Windows Server Failover Clustering (WSFC) is a powerful technology in the Microsoft arsenal of offerings. Unfortunately, it was designed for data centers under the assumption that it would be running on physical servers with copper wires running between them. Wouldn’t it be nice to be able to bring WSFC capabilities to the public cloud?

From Microsoft’s description, a failover cluster is a group of independent computers that work together to increase the availability and scalability of clustered roles (formerly called clustered applications and services). These clustered servers (called nodes) are connected by physical cables and software. If one or more of the clustered nodes fails, other nodes begin to provide service (a process known as failover). In addition, the clustered roles are proactively monitored to verify that they are working properly. If clustered roles are not working, they are automatically restarted or moved to another node.

Failover clusters also offer Cluster Shared Volume (CSV) functionality, providing a consistent, distributed namespace that clustered roles can use to access shared storage from all clustered nodes. With the Failover Clustering feature users experience a minimum of disruptions in service.

Implementing WSFC in the cloud is difficult because even though we have plenty of software, we lack physical cables. In this example we will use Cohesive Networks VNS3 in order to virtualize the wires necessary to trick WSFC into working.

The configuration documentation for WSFC states that each server needs to run in its own subnet. A /29 works well as you lose the top and bottom addresses for gateway and broadcast, leaving you with 6 available addresses. As we will see, you will assign the first and second low addresses, leaving you with an additional 4 addresses to be used for listeners and or cluster roles.

Our first step is to get our virtual servers to believe that they are in defined subnets even though they are in fact in a flat overlay network. Underneath they can exist in the same VPC subnet or across various VPC/VNETs. This approach allows you to run a cluster across cloud providers and across regions. You can even add members in a data center, just so long as all Windows servers are connected to the same overlay network.
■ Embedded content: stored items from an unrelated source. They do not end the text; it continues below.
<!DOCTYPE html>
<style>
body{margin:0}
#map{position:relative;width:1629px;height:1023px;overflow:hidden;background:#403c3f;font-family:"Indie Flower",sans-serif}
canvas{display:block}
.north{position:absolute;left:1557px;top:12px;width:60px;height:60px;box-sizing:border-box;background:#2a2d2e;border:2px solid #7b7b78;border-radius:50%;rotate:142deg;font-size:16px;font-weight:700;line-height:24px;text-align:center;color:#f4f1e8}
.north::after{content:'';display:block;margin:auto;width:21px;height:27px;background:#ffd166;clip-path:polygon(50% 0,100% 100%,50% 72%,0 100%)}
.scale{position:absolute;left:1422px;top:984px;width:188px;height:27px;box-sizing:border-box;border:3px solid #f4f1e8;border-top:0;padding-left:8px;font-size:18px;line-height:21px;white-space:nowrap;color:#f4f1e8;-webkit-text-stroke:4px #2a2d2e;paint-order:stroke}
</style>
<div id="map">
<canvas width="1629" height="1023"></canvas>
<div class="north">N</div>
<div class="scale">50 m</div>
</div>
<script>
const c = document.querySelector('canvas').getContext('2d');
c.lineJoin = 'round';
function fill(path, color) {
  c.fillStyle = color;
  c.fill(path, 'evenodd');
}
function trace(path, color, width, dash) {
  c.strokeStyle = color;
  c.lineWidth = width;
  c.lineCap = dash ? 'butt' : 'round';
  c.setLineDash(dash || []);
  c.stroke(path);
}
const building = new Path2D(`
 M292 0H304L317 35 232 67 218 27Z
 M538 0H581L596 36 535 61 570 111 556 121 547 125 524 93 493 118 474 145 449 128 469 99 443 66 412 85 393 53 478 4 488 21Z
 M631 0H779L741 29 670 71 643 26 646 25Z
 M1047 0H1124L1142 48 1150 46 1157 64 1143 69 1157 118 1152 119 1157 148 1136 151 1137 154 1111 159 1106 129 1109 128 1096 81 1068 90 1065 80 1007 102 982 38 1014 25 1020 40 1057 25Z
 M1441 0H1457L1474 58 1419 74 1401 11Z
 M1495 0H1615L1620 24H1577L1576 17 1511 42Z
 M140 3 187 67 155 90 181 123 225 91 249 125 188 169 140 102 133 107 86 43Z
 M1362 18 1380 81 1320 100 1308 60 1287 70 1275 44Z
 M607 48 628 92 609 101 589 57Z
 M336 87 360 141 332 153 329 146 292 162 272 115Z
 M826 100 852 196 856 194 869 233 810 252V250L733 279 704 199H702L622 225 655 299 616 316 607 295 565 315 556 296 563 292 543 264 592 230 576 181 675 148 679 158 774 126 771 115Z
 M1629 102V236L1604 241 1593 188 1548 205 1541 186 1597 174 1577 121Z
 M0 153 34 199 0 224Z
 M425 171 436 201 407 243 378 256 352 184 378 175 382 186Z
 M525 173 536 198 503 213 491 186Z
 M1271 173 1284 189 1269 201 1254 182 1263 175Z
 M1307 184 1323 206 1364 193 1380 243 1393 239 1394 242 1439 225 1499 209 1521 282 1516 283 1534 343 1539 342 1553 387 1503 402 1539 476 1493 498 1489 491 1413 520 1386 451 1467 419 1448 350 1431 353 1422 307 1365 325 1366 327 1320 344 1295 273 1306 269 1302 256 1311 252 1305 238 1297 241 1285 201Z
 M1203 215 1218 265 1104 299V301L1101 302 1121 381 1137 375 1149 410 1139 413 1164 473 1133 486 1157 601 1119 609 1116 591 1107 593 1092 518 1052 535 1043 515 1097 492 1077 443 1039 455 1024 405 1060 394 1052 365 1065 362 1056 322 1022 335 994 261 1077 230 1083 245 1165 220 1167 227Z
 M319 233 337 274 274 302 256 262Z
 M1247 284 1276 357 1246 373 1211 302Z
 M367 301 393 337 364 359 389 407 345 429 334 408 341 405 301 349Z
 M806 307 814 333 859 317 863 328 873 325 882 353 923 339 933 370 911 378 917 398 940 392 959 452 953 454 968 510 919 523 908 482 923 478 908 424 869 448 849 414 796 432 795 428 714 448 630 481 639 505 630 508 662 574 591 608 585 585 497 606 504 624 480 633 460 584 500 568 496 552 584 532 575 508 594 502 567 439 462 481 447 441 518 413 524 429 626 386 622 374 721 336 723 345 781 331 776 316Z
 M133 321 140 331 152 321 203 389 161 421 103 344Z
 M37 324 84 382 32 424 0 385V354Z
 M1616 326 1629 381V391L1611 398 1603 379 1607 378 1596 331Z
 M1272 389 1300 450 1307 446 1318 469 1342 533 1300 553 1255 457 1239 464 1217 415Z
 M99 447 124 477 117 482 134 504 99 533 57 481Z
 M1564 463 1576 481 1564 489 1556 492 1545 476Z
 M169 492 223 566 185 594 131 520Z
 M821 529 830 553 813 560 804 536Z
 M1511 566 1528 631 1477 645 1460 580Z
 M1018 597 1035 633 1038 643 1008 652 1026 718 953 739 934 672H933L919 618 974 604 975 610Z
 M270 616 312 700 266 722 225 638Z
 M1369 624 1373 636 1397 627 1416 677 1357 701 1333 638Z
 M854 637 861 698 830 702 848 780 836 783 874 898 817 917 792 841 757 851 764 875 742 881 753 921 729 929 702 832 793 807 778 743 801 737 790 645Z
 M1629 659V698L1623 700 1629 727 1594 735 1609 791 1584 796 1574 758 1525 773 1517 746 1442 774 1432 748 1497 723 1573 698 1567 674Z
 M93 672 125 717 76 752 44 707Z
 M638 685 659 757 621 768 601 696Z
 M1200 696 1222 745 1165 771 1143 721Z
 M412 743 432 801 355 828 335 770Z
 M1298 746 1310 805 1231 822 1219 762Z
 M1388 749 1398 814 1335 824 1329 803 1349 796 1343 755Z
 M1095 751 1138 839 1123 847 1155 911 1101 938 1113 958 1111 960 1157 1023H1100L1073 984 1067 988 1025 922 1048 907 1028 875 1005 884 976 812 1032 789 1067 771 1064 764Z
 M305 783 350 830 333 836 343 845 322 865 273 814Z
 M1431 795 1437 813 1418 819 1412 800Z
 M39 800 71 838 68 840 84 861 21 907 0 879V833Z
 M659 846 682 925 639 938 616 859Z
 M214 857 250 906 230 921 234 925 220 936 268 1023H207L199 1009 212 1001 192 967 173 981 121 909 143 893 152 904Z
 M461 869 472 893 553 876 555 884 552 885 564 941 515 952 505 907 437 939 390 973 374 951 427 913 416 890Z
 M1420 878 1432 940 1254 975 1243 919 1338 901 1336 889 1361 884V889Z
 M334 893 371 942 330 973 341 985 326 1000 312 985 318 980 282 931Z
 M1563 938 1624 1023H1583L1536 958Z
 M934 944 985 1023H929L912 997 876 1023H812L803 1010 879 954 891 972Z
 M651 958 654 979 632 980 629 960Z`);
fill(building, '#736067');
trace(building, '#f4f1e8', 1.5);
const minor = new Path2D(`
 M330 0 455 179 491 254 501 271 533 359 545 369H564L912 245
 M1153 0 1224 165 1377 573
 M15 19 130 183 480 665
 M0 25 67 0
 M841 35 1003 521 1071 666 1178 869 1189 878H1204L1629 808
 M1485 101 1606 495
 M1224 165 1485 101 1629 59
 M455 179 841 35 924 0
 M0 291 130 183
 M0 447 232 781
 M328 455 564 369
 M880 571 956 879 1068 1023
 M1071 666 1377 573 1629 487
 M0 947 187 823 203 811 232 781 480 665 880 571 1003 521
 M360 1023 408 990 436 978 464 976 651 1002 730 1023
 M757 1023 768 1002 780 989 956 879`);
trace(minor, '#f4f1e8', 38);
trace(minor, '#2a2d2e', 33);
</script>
So lets say we have an overlay network of 172.16.8.0/24 and we have carved out three /29s:

172.16.8.56/29
172.16.8.64/29
172.16.8.72/29

The above should be done when you import your license, where you can choose custom and define your overlay addresses.

Let’s also assume we have a pair of Active Directory domain controllers assigned 172.16.0.1 and 172.16.0.2.

On each of the cluster windows servers we assign the following VNS3 client packs:

172.16.8.57
172.16.8.65
172.16.8.73
We then add the following directives to each client pack:
dhcp-option DNS 172.16.8.1
dhcp-option DNS 172.16.8.2
script-security 2
route-up "C:\\routes.bat"
We would suggest that you use the wintun driver for which you would also add:
windows-driver wintun

Further details can be found here:
https://cohesiveprod.wpenginepowered.com/blog/the-new-openvpn-2_5/

Make sure to install the Cohesive Networks Routing Agent which can be found here:
https://cn-dnld.s3.amazonaws.com/cohesive-ra-1.1.1_x86_64.exe

In Windows Network Connections change the name of your Wintun Userspace Tunnel to ‘Overlay’ so it can be referenced as below.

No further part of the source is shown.